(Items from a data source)
____________________

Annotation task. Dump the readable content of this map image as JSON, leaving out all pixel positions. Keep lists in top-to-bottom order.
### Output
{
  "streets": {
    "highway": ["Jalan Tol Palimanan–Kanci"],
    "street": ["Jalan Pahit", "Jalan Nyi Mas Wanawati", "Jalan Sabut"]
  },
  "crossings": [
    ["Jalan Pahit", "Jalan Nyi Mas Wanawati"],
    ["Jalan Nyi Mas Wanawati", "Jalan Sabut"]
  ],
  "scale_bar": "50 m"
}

____________________

- [What the task asks]: An exact repetition of all the records above is required.

- [Solution to the problem]:
Annotation task. Dump the readable content of this map image as JSON, leaving out all pixel positions. Keep lists in top-to-bottom order.
### Output
{
  "streets": {
    "highway": ["Jalan Tol Palimanan–Kanci"],
    "street": ["Jalan Pahit", "Jalan Nyi Mas Wanawati", "Jalan Sabut"]
  },
  "crossings": [
    ["Jalan Pahit", "Jalan Nyi Mas Wanawati"],
    ["Jalan Nyi Mas Wanawati", "Jalan Sabut"]
  ],
  "scale_bar": "50 m"
}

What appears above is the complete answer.